Of course, it isn’t an either-or thing, and of course saying “This group is suffering as a result of a false belief” is different from saying “This group is culpable for holding a false belief.” But set that aside: What’s interesting about this column is the way it seems to almost go out of its way to sidestep the possibility of drawing a connection between black vaccine hesitancy and other groups’ vaccine hesitancy (plenty of other groups suffer from vaccine hesitancy of one sort or another, after all), or between blacks’ lack of access and other groups’ lack of access.....
There’s also the political issue here. Even if a lack of access to solid vaccine information and vaccines themselves are problems disproportionately experienced by black Americans, is it good to present this problem in a racialized way? After all, while at the level of individual averages, a given white person is (much) less likely to face these problems, tens of millions of white Americans still do! It can be true both that there is a large raw number of white Americans who suffer from subpar healthcare and healthcare information, and that at the level of averages, an individual black person is significantly more likely to suffer from these problems than an individual white one.
This stuff worries me because it broadcasts to the country that certain issues are, fundamentally, “black” issues. You see this with criminal-justice abuses too — another area where class and race are hopelessly confounded. Yes, in some areas there is solid evidence of straight-up racial disparities in treatment, even after controlling for everything that should be controlled for. But based on the tenor of mainstream coverage of justice issues since George Floyd’s killing, you could almost be forgiven for thinking it’s only black people who are unfairly arrested or prosecuted or sometimes even killed by police and the courts. Which is just not true. Many millions of white Americans — overwhelmingly, the poorer ones — deal with similar treatment. On average, a white American is less likely to be so victimized, sure, but again, raw numbers: millions of white Americans deal with unfair entanglements with the legal system. Just read the New Yorker’s stories on civil forfeiture or Reason’s on the insanely reckless no-knock raids that all too often kill Americans (or their pets).
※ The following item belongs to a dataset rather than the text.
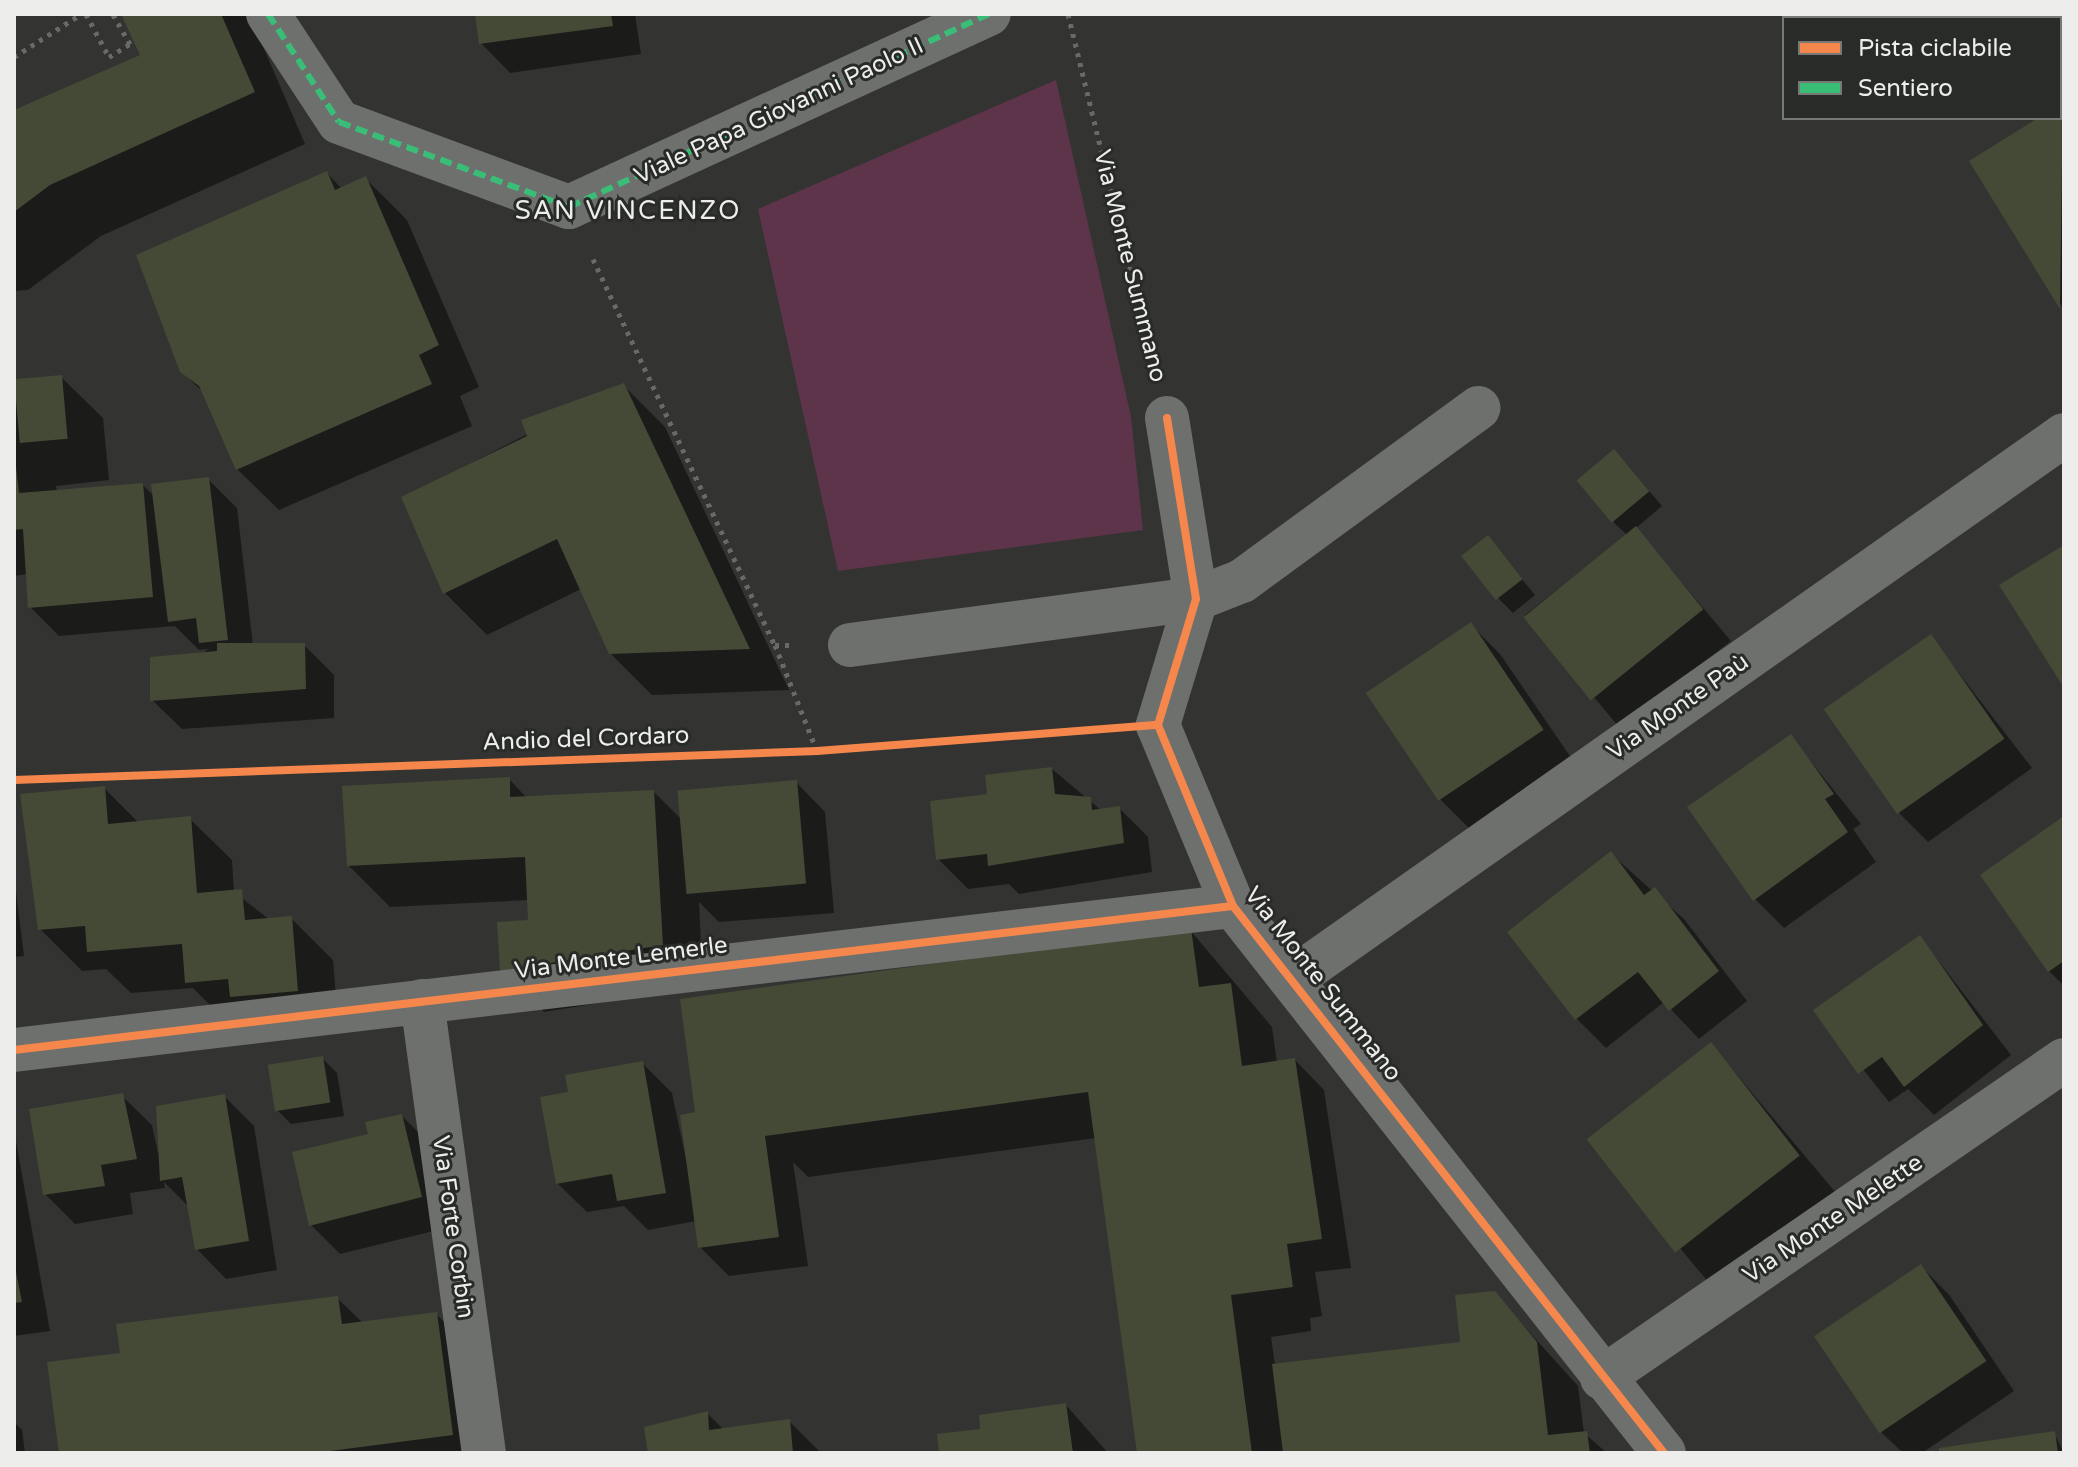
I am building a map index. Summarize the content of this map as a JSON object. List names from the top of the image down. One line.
{"streets":{"street":["Viale Papa Giovanni Paolo II","Via Monte Summano","Via Monte Paù","Via Monte Lemerle","Via Monte Melette","Via Forte Corbin"],"cycle path":["Andio del Cordaro"]},"crossings":[["Via Monte Summano","Via Monte Paù"],["Via Monte Summano","Via Monte Lemerle"],["Via Monte Summano","Via Monte Melette"],["Via Monte Lemerle","Via Forte Corbin"]],"districts":["SAN VINCENZO"],"legend":["Pista ciclabile","Sentiero"]}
I worry that many progressives are letting their universalism muscle atrophy. So many of these situations — dying of a preventable disease because you couldn’t get, or refused to accept, a vaccine; being arrested on the thinnest of pretenses and then railroaded in a trial so stacked against you it’s borderline Soviet; having access to only the lowest-quality schools and parks and cops — trigger a deep-seated sense of unfairness in those who read or hear about them. And while in many of these cases blacks suffer more than any other group, it’s nonetheless true that millions and millions and millions of people of every color face these problems in the richest nation on earth, and that we should be able to do better. That belief is the whole backbone of contemporary American progressivism!"
Universalism: the wave of the past.....and the future!